Stored items:

--------------------------------------------------

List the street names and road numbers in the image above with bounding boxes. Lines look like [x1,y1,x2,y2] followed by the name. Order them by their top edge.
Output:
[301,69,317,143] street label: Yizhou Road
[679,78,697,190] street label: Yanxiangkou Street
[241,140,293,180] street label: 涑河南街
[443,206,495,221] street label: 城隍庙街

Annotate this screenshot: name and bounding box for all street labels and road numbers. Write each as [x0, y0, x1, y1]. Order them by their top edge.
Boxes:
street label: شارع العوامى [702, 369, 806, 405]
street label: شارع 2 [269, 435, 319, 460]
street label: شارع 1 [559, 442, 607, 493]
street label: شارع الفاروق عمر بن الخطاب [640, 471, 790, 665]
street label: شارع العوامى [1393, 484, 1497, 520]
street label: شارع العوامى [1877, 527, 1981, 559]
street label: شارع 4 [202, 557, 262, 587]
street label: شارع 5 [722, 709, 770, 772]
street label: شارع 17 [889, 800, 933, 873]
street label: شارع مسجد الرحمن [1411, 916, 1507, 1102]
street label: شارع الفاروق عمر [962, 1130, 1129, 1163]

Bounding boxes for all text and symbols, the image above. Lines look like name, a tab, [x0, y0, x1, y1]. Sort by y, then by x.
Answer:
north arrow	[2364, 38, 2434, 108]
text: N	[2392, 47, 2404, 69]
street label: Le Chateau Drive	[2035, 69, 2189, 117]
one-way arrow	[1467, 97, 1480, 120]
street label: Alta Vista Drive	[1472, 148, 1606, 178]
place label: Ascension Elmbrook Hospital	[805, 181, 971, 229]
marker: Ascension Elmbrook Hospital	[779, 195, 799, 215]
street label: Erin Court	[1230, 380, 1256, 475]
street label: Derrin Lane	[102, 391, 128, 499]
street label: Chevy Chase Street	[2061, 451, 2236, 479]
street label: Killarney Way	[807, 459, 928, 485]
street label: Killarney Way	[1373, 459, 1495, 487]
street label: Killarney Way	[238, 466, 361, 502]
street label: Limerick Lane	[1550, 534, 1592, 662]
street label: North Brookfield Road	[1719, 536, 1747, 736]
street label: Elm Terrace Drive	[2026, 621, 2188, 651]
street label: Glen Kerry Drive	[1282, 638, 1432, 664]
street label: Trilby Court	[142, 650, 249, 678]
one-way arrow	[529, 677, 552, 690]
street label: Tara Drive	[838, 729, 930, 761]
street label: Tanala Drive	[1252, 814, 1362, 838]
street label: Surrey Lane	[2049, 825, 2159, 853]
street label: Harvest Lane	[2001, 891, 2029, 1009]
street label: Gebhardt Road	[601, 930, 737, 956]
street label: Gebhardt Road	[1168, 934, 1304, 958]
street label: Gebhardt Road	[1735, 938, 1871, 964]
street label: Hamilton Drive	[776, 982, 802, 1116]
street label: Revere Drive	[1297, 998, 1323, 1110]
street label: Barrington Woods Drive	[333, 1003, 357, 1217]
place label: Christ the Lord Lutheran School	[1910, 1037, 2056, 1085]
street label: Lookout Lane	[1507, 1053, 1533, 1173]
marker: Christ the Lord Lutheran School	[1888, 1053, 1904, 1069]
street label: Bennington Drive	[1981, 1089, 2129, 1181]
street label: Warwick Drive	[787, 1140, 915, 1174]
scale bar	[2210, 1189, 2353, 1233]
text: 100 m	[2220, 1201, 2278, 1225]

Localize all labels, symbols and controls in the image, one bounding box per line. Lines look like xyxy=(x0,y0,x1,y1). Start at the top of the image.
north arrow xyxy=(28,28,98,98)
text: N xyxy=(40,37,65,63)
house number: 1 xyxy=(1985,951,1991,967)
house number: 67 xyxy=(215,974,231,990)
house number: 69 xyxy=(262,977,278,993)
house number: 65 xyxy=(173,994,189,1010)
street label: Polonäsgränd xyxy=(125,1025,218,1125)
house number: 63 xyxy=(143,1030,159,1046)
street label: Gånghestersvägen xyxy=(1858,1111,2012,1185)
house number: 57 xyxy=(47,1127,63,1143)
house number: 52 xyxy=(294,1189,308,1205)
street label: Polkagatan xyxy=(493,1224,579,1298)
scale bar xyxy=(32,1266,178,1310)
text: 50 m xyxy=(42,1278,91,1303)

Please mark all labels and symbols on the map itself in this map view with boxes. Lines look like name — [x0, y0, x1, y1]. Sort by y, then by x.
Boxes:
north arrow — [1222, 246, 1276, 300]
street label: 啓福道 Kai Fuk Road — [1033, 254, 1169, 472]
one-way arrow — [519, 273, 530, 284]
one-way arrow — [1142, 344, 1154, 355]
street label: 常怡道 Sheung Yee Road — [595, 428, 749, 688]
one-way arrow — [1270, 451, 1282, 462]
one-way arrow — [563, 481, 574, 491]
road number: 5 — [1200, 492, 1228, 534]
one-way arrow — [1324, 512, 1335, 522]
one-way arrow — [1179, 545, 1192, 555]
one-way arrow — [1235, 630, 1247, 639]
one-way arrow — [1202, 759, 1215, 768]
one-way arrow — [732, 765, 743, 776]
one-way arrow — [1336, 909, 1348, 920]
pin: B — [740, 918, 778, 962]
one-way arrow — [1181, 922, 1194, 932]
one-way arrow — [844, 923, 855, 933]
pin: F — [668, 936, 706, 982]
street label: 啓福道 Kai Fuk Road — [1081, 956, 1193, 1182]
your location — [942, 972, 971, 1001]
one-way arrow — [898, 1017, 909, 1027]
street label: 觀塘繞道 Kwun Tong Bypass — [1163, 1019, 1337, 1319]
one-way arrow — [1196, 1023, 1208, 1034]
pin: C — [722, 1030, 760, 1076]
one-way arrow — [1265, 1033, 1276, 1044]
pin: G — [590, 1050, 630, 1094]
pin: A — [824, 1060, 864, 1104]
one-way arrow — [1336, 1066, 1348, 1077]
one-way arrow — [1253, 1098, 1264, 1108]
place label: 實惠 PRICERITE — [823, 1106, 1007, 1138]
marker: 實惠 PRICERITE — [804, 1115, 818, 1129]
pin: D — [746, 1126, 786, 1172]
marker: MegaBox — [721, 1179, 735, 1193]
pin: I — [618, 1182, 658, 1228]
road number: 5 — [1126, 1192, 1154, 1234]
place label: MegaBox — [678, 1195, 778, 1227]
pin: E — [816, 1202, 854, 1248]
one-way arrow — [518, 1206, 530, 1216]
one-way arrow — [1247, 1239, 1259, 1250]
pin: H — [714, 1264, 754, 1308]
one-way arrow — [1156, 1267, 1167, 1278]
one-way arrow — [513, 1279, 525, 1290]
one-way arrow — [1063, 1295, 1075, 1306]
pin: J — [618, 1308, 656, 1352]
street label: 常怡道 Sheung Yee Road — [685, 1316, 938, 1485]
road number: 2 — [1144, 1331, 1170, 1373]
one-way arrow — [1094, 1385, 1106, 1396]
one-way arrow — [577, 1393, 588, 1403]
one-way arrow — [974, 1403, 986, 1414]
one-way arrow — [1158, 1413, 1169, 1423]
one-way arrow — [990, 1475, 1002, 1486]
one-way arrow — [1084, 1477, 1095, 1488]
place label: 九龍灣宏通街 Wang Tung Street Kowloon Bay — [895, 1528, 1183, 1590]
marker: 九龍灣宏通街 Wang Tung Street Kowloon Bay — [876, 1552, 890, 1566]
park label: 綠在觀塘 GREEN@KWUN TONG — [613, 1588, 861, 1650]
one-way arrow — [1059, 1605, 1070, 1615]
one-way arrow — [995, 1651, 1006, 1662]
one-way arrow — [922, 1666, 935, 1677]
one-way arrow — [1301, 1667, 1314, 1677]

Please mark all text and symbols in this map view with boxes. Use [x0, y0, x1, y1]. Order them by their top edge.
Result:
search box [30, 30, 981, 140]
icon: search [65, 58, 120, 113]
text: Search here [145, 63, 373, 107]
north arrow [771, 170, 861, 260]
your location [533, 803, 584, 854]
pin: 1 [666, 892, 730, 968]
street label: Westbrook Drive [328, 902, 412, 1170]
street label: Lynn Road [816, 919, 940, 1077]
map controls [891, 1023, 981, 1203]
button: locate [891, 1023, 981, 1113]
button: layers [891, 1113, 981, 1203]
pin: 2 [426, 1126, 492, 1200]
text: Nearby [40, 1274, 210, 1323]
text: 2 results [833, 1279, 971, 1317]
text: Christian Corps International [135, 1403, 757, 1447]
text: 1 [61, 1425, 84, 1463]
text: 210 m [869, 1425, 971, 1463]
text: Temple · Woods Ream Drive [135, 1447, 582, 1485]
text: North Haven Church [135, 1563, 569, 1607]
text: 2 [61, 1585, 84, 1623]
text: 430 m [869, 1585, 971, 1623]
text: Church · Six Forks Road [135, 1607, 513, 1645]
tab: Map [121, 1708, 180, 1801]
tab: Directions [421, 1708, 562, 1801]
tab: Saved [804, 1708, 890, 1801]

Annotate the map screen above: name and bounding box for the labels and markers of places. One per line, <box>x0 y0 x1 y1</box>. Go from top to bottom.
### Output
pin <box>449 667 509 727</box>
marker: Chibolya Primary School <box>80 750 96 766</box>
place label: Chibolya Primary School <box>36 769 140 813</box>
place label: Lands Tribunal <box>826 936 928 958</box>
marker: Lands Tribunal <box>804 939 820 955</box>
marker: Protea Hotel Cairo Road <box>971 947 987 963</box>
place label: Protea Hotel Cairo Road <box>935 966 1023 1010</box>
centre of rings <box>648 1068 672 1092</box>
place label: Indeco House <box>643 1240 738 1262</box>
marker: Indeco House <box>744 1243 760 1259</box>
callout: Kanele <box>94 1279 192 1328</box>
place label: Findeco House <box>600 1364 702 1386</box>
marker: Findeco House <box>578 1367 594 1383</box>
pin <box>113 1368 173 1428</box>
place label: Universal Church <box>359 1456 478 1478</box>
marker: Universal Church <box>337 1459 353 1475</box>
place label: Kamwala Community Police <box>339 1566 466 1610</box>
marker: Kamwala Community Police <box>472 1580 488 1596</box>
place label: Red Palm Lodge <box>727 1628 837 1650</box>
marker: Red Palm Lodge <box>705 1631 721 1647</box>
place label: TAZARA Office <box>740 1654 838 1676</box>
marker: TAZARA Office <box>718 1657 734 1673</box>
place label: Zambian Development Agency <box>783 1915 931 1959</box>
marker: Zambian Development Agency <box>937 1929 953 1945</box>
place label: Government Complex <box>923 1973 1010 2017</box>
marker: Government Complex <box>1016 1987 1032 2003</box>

--------------------------------------------------

With the line containing "Annotate this screenshot: name" as the last one, please set down exactly the lines of the records above from their very first line, and nothing more.

WRITTEN ANSWER:
List the street names and road numbers in the image above with bounding boxes. Lines look like [x1,y1,x2,y2] followed by the name. Order them by their top edge.
Output:
[301,69,317,143] street label: Yizhou Road
[679,78,697,190] street label: Yanxiangkou Street
[241,140,293,180] street label: 涑河南街
[443,206,495,221] street label: 城隍庙街

Annotate this screenshot: name and bounding box for all street labels and road numbers. Write each as [x0, y0, x1, y1]. Order them by their top edge.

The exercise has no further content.